Iron is an element, no molecular structure…
A condition that confuses the terminology with substances, is not that problematic with elements


I’ll quibble here… at those temperatures and pressures, water does not exist as a “liquid” it is a supercritical fluid.

1000 F is only 537 C that’s very low for mantle temperatures.


Next up they realize that oil is abiotic. Can’t wait for that! Oil futures dive.

….on that same day all the fountains of the great deep burst open…..
Genesis 7:11


This creates many questions in my mind.
Just what happens to water as it is subducted into the core along with the subduction of the tectonic plates? Seems to me that just like you can make Dry CO2 Ice you could be making “Dry H2O Ice.” Does water act like CO2 and turn into the equivalent of Dry Ice when cold enough and under enough pressure? Dry Ice can also be made by taking the liquid CO2 and rapidly lowering the pressure, causing further cooling and then resulting in solid Dry Ice. Surely this can also happen to water in space. Which one of the 17 (+) phases of H2O Ice would be created this way. Which of the many phases of H2) Ice are on many, some, any of the comets in space?

David Middleton:
What spreads the sea floors and moves the continents? : Courage.
What melts iron in the outer core and enables the Earth’s magnetic field?: Courage.

David Middleton:
What spreads the sea floors and moves the continents? : Courage.
What melts iron in the outer core and enables the Earth’s magnetic field?: Courage.

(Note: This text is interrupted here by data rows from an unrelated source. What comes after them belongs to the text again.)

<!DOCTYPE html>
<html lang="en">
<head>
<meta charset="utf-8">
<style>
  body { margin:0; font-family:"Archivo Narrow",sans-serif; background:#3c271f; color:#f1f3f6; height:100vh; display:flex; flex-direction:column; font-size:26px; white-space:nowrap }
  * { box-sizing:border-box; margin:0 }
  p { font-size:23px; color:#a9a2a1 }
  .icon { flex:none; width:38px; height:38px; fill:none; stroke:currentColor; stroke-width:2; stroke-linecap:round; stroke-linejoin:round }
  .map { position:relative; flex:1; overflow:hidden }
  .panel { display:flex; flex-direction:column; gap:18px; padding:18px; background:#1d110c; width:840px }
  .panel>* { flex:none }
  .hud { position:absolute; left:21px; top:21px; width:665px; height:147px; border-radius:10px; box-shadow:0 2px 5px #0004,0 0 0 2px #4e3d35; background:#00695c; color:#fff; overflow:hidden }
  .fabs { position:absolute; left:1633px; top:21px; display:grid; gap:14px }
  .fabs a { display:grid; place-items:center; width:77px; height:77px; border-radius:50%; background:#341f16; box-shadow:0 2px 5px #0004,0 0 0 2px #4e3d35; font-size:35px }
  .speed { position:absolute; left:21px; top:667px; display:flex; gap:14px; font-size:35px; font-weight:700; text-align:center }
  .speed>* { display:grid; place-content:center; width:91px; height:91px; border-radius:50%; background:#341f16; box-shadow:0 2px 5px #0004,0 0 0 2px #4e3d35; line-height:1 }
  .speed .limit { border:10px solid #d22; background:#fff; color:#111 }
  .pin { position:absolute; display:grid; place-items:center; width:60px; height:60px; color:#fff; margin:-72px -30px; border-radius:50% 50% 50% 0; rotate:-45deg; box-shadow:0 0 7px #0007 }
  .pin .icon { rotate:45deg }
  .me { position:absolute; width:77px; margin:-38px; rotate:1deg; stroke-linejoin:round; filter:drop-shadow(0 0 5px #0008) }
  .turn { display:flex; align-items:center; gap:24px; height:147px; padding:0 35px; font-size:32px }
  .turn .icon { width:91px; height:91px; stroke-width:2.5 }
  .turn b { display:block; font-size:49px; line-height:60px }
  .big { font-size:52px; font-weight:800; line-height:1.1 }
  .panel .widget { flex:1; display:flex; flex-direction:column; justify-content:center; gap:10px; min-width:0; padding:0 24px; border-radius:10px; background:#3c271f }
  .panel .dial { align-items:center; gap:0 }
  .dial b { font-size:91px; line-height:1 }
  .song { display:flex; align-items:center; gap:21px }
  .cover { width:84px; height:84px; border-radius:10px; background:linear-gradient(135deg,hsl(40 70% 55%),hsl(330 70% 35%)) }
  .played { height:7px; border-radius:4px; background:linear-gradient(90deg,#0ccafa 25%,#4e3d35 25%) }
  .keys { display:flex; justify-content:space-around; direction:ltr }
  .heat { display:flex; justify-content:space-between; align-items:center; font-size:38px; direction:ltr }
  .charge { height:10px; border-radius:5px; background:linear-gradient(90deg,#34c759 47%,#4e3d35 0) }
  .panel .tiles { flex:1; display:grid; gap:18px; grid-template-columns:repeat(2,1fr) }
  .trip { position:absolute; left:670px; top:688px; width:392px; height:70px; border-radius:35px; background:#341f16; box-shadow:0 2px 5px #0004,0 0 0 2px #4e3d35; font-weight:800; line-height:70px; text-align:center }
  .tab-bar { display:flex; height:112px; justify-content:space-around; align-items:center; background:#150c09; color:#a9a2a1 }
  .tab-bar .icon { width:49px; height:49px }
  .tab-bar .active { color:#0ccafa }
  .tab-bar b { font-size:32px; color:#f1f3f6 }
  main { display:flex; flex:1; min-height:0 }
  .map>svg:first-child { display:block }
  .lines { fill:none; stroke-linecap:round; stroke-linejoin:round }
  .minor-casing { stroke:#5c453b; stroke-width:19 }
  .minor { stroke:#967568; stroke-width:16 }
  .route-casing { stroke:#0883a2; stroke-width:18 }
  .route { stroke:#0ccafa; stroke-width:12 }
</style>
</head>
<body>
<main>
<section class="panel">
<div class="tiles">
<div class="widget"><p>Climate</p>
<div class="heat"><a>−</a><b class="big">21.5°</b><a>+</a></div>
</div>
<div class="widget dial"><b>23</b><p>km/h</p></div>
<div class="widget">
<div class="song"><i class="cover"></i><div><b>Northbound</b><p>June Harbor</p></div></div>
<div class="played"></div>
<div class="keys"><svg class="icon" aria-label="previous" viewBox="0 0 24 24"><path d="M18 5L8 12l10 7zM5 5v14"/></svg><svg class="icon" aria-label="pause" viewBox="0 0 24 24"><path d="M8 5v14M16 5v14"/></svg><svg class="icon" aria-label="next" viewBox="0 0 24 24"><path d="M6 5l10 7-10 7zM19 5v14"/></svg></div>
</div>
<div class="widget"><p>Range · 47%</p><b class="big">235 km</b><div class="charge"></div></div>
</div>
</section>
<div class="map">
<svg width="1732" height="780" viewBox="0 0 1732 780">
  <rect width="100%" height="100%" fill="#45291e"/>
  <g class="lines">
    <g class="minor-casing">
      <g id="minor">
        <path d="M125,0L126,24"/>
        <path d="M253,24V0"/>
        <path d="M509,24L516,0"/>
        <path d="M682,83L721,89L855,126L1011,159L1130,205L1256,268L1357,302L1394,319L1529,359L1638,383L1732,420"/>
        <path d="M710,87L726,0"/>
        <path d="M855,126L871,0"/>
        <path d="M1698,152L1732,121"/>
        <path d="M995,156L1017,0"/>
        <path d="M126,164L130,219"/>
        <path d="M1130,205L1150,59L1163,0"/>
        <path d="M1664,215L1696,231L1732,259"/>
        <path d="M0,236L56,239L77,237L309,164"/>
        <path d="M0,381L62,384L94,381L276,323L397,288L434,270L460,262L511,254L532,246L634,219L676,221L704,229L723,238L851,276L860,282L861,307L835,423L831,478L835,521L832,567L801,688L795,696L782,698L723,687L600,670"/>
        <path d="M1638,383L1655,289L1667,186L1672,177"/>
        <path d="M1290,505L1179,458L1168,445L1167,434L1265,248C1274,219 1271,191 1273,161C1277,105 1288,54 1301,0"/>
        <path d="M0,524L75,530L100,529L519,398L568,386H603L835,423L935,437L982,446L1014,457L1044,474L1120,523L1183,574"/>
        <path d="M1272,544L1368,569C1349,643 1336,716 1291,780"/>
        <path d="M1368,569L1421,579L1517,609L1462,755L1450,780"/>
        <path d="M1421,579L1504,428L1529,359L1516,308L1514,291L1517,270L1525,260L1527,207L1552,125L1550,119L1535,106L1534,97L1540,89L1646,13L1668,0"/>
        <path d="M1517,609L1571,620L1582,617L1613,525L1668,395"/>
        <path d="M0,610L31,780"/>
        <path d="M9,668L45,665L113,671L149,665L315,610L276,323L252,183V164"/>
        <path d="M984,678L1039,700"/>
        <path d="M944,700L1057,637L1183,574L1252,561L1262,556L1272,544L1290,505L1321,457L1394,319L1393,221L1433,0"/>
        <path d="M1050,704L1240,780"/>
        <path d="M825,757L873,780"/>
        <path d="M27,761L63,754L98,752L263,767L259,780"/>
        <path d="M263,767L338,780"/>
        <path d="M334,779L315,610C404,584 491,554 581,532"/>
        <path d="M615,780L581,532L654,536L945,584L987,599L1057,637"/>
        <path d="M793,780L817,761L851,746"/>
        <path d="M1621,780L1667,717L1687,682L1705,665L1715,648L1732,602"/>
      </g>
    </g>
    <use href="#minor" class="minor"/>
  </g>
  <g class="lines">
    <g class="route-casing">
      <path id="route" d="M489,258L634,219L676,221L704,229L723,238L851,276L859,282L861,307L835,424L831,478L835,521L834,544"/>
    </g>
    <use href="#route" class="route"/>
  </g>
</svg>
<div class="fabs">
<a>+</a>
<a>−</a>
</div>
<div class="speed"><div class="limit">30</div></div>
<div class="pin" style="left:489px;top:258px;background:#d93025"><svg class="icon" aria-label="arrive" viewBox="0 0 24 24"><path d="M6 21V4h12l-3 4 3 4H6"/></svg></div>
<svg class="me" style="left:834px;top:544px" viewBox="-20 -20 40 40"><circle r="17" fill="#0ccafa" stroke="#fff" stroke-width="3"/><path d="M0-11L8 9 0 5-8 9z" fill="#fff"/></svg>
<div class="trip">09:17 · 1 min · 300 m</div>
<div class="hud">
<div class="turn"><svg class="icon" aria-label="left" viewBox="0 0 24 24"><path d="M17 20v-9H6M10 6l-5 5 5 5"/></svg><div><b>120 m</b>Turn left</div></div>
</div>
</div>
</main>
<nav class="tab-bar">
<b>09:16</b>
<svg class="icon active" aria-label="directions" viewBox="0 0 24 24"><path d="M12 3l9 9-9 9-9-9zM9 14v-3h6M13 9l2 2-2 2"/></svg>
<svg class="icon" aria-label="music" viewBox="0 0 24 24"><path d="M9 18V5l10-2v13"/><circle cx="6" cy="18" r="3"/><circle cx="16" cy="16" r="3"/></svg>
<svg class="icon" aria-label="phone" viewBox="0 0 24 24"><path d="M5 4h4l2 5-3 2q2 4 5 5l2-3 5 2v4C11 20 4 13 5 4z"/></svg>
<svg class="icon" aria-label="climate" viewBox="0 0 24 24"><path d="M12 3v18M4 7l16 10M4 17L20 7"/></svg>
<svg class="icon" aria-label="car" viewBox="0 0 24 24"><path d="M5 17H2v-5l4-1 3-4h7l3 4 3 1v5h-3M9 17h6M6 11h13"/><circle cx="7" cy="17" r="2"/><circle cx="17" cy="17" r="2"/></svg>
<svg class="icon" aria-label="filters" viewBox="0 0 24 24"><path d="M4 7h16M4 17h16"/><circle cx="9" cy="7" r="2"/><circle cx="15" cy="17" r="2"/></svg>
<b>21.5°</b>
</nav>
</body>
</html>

Sounds like you got something to say, yet you never got around to it.

Didn’t think that our non-US friends might not be familiar with that setup. I was (weakly) parodying “The Wizard of Oz”:


When I hear that there can be some kind of special ice in uranus I’m like
Sorry for the stupidity level, I read too much about transgendrism lately

michael hart

“The transition zone [where the diamonds were formed] is a region where the stable minerals have high water storage capacity. The inclusions suggest that local aqueous pockets form at the transition zone boundary owing to the release of chemically bound water as rock cycles in and out of this region.

I was going to say something similar, but then found that the article had already said it. It makes the discovery, correctly, appear rather more prosaic than headlines. And they were looking for such things there, because they expected to find them there.